Mechanical. He's all revved up and his release point has the flight pattern of a wasp.
We can agree that ERA has its flaws and still do what it takes to make it better. My concern is exactly as you stated: The pitcher, for the first time in baseball history, does not have to release the ball for a hitter to get first base. The manager simply makes that decision and thus it happens. It strikes me as wrong -- the exact opposite of the essence of the game.
They are not alone, and don't deserve to be highlighted alone. The team has a whole is at fault for giving away games as you mention.
A buddy of mine from college Jonathan Pitts wrote Herzog's book. Was always jealous.
Until he moves him to the No. 3 spot, probably.
Kind of you to include me in the same sentence. I wrote a book a few years ago. Working on another project now that could definitely become the next one, a better one. Hopeful to have more about that much later this season. I'm excited, but cautious, as always.
Benjamin Hochman brought this up in the podcast that we recorded and will soon drop.
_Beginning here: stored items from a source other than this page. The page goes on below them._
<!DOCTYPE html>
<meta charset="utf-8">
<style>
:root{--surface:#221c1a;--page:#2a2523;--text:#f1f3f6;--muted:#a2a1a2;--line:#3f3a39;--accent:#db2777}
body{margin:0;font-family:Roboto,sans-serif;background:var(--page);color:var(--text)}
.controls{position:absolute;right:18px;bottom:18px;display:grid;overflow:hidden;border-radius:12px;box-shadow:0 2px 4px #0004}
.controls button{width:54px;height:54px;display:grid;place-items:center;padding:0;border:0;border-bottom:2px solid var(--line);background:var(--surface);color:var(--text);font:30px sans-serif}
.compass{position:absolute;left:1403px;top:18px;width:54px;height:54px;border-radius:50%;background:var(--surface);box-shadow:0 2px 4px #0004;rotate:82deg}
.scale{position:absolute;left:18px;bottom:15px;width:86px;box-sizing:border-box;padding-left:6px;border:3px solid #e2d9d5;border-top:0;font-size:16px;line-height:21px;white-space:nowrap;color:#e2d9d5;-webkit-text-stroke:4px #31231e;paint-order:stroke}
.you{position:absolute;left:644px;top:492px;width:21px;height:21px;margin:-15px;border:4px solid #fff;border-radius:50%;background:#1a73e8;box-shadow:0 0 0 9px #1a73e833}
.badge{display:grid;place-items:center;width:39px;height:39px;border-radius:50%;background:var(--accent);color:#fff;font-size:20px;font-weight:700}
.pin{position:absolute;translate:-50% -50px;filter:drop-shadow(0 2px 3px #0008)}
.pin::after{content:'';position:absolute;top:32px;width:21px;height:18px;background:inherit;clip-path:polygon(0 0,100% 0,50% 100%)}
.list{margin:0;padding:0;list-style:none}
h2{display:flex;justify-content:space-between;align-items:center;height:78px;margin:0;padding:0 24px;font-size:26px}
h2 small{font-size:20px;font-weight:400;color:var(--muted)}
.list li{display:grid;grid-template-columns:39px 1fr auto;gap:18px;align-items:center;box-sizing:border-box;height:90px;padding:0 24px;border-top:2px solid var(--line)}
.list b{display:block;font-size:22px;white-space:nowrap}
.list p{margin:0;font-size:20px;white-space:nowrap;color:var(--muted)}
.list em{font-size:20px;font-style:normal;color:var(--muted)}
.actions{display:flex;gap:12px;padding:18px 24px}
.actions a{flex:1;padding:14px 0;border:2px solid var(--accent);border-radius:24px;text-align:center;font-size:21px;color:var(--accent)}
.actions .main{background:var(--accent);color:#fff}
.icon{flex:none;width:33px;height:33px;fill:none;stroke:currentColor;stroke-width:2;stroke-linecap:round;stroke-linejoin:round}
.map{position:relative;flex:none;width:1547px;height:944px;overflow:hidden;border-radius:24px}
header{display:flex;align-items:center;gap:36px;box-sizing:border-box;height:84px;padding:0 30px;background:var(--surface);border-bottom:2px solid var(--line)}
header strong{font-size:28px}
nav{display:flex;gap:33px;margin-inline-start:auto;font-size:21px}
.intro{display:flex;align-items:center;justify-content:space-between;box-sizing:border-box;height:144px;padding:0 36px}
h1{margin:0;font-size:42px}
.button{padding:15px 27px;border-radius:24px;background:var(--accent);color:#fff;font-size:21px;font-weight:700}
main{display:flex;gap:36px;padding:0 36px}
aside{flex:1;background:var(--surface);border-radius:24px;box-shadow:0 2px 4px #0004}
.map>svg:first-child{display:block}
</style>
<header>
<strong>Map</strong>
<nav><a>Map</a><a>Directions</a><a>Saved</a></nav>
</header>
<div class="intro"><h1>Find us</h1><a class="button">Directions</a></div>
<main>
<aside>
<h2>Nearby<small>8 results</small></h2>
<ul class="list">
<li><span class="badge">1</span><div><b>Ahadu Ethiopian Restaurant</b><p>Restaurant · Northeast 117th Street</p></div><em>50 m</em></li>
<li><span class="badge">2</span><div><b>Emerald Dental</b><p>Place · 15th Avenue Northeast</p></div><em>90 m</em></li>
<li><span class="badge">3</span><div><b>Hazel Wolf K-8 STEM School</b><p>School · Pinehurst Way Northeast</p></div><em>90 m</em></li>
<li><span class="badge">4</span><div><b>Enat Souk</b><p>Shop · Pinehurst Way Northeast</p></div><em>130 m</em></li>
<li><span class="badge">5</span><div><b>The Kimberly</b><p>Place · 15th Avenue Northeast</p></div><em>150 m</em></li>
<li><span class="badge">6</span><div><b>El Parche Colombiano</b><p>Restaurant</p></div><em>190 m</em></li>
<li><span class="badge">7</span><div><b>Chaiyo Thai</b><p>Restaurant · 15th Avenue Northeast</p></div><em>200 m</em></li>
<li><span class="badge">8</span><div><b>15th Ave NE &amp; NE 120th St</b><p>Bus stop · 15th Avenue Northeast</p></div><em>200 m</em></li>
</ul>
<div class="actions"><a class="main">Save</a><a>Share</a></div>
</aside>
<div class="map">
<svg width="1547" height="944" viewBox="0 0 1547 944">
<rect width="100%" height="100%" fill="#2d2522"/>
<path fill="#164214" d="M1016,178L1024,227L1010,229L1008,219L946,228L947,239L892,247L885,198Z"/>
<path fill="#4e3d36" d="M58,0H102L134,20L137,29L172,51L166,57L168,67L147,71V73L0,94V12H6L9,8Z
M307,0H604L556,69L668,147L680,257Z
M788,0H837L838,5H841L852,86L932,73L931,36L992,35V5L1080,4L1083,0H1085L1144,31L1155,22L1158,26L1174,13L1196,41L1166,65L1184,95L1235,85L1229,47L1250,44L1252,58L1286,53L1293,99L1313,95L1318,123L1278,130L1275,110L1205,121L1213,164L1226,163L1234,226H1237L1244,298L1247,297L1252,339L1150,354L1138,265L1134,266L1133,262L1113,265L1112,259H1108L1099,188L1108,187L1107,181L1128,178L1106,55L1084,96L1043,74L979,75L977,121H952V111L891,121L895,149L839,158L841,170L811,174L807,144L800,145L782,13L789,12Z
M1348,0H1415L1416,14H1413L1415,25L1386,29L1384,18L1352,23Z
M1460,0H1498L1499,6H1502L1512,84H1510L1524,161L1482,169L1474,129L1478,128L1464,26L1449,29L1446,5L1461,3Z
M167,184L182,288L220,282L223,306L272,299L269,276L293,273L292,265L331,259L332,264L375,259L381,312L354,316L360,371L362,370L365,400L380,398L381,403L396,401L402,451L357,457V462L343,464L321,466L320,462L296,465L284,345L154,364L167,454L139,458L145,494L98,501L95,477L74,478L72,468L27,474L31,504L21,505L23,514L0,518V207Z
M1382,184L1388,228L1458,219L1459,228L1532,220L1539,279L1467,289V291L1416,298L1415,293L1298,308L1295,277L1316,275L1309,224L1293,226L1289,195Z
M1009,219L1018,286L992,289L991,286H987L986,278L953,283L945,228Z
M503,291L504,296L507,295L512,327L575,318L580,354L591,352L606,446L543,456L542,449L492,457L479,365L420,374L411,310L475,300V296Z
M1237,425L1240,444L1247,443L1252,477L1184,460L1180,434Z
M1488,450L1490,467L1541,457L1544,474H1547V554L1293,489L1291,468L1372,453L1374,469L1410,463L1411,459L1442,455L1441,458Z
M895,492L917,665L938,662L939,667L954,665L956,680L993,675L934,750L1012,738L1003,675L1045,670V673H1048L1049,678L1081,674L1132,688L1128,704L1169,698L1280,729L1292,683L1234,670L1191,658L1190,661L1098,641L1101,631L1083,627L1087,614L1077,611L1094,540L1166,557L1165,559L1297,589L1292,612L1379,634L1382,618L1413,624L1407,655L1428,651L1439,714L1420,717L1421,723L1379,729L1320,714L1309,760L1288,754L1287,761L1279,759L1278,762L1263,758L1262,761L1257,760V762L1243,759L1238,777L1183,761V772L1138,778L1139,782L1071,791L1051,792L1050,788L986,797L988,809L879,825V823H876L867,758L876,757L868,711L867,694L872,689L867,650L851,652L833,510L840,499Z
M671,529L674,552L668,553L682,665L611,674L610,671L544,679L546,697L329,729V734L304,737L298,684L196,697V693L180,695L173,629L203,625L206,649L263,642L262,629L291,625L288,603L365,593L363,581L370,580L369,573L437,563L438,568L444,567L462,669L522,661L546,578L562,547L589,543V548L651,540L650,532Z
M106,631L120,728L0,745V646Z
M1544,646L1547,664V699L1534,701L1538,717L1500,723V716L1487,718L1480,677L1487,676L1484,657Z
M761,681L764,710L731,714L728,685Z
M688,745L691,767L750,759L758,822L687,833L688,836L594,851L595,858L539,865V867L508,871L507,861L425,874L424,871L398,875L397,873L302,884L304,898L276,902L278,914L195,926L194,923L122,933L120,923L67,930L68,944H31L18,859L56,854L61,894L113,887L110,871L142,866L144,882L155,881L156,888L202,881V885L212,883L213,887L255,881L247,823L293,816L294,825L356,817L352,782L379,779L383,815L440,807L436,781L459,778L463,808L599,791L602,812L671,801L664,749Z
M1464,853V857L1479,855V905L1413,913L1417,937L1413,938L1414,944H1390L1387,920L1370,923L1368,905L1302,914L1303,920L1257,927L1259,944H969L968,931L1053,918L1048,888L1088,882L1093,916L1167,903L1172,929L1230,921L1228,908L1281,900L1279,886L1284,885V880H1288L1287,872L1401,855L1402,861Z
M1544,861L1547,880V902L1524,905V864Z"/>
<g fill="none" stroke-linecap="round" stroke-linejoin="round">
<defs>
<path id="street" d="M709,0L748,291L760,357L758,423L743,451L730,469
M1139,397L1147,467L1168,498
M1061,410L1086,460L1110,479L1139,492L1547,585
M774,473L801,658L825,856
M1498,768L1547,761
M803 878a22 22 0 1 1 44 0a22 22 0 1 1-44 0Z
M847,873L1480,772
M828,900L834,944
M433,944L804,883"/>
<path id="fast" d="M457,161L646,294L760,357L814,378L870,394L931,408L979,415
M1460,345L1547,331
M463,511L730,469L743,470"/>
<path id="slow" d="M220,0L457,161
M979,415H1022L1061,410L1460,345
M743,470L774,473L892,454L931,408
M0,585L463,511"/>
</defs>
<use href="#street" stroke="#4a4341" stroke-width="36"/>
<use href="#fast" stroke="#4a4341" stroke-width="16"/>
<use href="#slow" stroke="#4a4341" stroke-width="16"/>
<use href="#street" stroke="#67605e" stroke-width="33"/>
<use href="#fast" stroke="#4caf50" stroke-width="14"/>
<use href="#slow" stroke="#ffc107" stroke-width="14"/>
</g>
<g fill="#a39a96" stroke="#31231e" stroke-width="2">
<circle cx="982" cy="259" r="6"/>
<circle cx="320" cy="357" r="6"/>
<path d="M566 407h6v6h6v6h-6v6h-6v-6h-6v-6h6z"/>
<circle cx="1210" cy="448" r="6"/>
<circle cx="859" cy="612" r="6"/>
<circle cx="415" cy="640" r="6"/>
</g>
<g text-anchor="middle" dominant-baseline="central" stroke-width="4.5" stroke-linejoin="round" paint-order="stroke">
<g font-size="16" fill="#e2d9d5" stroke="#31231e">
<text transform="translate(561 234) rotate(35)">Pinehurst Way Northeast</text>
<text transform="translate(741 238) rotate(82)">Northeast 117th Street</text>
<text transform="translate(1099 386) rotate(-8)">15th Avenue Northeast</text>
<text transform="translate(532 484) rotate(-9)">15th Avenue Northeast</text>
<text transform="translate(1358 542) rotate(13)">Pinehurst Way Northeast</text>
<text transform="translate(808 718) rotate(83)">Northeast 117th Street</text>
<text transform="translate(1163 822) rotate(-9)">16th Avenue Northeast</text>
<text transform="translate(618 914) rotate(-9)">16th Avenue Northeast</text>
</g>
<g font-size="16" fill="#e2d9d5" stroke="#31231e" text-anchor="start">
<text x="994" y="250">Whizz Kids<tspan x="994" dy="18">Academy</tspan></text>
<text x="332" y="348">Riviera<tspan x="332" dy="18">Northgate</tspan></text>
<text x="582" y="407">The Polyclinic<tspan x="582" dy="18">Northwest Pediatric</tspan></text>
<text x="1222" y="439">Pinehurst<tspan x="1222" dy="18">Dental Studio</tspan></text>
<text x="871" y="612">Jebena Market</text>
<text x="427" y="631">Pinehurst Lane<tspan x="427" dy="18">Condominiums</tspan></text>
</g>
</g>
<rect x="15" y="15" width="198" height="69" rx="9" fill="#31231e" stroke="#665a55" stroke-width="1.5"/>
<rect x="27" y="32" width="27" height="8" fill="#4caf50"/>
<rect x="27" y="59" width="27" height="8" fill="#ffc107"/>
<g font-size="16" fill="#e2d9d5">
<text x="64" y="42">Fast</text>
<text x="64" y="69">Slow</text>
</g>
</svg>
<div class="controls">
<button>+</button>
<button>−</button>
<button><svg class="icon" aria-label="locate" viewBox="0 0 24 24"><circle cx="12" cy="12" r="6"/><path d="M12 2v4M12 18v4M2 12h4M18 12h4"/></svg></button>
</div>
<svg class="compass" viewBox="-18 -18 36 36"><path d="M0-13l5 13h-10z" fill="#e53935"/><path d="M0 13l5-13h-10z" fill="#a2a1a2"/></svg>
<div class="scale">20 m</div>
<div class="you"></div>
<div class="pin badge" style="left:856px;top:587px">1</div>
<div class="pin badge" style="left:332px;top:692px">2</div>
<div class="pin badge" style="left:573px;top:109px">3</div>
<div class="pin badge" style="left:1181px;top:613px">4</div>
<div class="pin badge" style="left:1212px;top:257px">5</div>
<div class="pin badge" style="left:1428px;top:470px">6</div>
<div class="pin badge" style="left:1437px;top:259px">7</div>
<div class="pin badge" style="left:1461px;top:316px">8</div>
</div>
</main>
He mentioned how RH the lineup is and how that could complicate any changes to it. For example, moving Carpenter up to No. 2 spot in the order means that the order will go left (Wong), pinch hit, switch (Fowler), and left (Carpenter), and that means that a team could go to a lefty reliever and just work the way through an entire inning plus. I'm less worried about the handedness than most, because it seems like some hitters, left or right, should be able to do damage against pitchers from either side. Fowler, Diaz, Piscotty, and Carpenter shouldn't be susceptible to handedness, and that's the core of the lineup right there. Gyorko, too, for that matter, though there's Garcia as a complement if needed.
Kolten Wong is doing well in No. 8. Diaz belongs at No. 2. He can take the "pressure."
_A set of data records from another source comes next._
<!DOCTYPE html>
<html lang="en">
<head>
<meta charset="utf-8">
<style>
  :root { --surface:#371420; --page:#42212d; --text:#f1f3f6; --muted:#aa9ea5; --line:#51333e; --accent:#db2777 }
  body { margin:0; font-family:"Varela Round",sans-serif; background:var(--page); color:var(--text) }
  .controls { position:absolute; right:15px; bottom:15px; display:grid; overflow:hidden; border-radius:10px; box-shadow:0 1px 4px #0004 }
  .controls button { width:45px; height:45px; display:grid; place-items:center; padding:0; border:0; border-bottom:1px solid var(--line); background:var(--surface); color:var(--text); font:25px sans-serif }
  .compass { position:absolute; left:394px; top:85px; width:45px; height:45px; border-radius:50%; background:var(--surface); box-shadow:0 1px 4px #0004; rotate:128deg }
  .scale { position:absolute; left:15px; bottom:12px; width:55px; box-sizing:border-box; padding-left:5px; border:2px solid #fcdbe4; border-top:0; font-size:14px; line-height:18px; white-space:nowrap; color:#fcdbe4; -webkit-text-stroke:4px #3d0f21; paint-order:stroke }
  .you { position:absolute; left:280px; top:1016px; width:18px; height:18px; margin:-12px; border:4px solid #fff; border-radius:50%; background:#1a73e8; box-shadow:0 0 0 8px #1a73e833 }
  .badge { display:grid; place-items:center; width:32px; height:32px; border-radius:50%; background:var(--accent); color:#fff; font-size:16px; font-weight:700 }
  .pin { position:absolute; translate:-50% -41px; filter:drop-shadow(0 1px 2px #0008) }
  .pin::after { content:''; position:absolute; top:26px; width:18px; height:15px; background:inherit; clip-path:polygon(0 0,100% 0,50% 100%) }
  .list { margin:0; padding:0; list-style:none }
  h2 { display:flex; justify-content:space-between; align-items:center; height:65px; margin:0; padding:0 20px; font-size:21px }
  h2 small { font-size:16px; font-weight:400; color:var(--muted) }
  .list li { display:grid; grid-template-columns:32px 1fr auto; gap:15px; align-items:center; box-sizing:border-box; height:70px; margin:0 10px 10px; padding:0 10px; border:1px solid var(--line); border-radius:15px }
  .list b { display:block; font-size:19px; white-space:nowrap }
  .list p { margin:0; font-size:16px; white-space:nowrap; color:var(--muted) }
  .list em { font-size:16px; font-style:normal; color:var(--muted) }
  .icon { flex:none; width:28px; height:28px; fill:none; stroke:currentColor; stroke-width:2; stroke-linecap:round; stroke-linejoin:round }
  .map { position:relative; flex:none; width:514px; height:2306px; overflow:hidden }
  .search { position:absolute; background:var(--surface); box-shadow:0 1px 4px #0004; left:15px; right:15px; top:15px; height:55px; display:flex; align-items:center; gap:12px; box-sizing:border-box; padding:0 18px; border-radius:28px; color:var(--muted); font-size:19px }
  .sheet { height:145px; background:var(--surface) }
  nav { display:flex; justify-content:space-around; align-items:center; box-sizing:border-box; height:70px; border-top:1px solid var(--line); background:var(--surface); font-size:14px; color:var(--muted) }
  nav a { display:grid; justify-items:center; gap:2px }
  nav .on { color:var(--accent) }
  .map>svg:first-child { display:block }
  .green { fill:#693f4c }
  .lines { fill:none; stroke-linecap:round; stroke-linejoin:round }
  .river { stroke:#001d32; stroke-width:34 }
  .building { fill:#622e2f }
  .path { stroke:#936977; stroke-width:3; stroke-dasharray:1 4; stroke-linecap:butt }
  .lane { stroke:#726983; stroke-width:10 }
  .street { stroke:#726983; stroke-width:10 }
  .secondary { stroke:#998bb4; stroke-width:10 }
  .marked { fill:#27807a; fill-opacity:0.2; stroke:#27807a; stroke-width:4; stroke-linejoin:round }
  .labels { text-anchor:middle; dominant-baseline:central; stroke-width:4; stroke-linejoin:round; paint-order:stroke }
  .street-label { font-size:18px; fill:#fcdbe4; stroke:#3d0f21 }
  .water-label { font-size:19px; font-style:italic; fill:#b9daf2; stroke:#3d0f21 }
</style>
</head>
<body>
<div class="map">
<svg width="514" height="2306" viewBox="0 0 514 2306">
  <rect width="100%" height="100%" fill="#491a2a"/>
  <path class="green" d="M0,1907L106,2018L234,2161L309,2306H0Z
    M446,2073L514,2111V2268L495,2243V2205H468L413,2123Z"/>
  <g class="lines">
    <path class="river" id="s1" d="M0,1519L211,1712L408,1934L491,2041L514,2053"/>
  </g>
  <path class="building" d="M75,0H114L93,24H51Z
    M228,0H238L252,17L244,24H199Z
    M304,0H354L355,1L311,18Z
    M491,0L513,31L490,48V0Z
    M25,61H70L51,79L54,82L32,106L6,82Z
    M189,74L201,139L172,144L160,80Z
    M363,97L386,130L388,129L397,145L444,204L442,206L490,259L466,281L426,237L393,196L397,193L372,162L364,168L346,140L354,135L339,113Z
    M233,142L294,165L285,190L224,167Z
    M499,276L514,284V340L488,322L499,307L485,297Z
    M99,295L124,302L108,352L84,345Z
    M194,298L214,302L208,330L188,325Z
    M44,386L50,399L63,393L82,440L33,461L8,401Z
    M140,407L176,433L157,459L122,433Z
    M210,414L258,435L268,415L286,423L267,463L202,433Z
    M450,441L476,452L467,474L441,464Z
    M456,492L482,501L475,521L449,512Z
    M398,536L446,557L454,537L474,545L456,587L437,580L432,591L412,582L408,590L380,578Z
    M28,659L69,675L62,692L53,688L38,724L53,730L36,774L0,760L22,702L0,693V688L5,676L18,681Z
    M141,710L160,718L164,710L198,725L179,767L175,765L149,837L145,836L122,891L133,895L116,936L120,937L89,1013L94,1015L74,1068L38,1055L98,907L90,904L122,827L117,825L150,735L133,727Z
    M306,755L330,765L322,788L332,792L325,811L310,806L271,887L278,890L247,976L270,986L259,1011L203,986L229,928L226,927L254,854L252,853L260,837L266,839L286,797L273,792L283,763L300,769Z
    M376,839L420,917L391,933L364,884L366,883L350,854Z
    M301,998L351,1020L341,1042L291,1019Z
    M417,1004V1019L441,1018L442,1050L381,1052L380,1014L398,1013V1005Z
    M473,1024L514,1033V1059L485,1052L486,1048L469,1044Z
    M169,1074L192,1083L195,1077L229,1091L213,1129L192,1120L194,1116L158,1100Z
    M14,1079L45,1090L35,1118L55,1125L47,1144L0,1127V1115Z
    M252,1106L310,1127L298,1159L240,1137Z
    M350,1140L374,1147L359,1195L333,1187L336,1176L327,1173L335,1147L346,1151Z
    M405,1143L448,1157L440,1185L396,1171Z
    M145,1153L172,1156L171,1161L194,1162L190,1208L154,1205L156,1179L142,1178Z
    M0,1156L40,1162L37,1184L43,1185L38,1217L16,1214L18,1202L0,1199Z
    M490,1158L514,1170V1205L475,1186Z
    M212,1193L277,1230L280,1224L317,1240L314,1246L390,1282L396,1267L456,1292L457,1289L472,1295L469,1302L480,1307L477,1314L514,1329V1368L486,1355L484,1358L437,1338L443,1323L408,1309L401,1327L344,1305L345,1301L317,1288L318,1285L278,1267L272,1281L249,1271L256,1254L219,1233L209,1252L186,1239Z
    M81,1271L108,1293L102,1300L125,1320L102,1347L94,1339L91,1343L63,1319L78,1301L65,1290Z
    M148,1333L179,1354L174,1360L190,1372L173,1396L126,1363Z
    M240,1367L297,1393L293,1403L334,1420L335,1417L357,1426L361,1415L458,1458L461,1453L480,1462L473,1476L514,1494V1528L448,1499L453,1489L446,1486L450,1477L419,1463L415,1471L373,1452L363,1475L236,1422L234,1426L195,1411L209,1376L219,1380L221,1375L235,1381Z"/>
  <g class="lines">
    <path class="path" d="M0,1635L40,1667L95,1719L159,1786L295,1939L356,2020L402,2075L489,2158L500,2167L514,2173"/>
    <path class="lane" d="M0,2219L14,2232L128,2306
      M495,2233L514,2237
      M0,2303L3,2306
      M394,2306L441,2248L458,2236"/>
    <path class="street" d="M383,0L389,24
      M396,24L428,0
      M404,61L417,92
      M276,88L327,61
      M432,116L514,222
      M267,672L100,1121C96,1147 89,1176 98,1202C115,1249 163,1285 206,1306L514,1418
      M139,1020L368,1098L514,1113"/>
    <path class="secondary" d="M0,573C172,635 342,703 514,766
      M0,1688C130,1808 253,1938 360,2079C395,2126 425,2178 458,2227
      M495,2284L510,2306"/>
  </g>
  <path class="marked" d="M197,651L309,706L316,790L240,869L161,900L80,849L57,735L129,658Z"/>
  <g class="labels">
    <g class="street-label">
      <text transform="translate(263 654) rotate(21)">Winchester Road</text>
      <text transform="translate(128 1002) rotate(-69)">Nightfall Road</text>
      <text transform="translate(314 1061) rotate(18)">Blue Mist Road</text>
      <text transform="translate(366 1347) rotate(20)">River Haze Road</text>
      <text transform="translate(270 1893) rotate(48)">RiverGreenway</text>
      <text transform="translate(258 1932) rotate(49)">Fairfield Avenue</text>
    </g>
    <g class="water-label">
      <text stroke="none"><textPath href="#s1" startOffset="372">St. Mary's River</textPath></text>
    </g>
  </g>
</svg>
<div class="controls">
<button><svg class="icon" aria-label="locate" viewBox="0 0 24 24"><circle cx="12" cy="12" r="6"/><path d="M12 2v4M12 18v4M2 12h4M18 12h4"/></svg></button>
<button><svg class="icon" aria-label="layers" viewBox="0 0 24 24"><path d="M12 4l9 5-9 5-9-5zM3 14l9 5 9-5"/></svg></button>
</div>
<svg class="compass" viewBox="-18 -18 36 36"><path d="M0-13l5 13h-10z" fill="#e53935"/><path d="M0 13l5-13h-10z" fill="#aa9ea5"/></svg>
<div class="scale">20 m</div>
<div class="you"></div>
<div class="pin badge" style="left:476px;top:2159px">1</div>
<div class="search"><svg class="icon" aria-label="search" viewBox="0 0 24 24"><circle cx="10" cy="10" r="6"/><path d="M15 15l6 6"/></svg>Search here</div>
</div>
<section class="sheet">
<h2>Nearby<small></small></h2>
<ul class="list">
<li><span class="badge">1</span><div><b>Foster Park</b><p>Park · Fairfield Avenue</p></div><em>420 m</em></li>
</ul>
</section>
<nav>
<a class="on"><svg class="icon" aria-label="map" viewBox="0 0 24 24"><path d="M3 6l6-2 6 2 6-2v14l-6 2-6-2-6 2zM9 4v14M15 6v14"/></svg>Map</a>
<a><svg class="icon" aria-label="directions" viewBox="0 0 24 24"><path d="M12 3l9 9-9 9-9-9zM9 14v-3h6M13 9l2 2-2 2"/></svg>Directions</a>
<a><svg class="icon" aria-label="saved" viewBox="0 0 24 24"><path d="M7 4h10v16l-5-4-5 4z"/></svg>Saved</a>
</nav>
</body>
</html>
That's what spring training is for, and it's not going to come at the expense of players who you already know are "real."
Piscotty drove that change. For consistency.
They're going to be looking at the available bats, for sure.
Entirely possible. Many former players have had some responses to this. Hank Aaron said he and Willie Mays were talking about how acceptable strikeouts have become, and how that is just a foreign concept and a foreign game to them. Would they have had to adjust to stick? To make money? You point out a few players who would have to adjust their games -- and definitely could -- find a way to stick in the game, or even get a crack at the game. It's far more preferable to think of the advanced metrics as tools to mine gems like Bowman or understand value like Eaton's, and not to suppress players who we saw previously.
They return to the clubhouse. The manager is not to have input in the game, but seriously it's a short walk if necessary for someone to ask.
Sure. You have to attribute some. He had decades of experience and instincts that others are gaining on the go here. There were calls he could make with positioning that he just .... knew. He didn't need the spreadsheet or computer data to guide his hand -- only inform it. That comes from so many years of watching players and watching hitters and watching Molina call pitches and -- well, the natural gift Oquendo had for blending all of those things together. He told me about the studying he did on video to get a sense of where opponents hit the ball and the calculus he did with the fielders he had to get them in the position to make the most likely play. If a player was good to his right at shortstop (Diaz, Kozma) then Oquendo would intuitively know to move him over to compensate for that. If a player was better to his left (handful of other shortstops) then Oquendo would make that call because he had a feel that can only be gained over time and the trust of the fielders involved. Those are difficult traits to get immediately. Instincts aren't Jiffy-Pop.
Alright, need a few minutes here to do some reporting. Will bring some multimedia aspects here hopefully, and keep the questions coming.
Carlos Martinez has ditched the silver extensions and is back to the usual hair. Just FYI. Cue overreaction to style.
Excellent book. Tim Brown did the best job of any reporter yet to get Ankiel to open up, be introspective, and describe the hell he went through, and trust me many of us tried through the years.
Open negotiations. Can sign with anyone he chooses, even teams that can only offer a minimal bonus. Odd if he does that.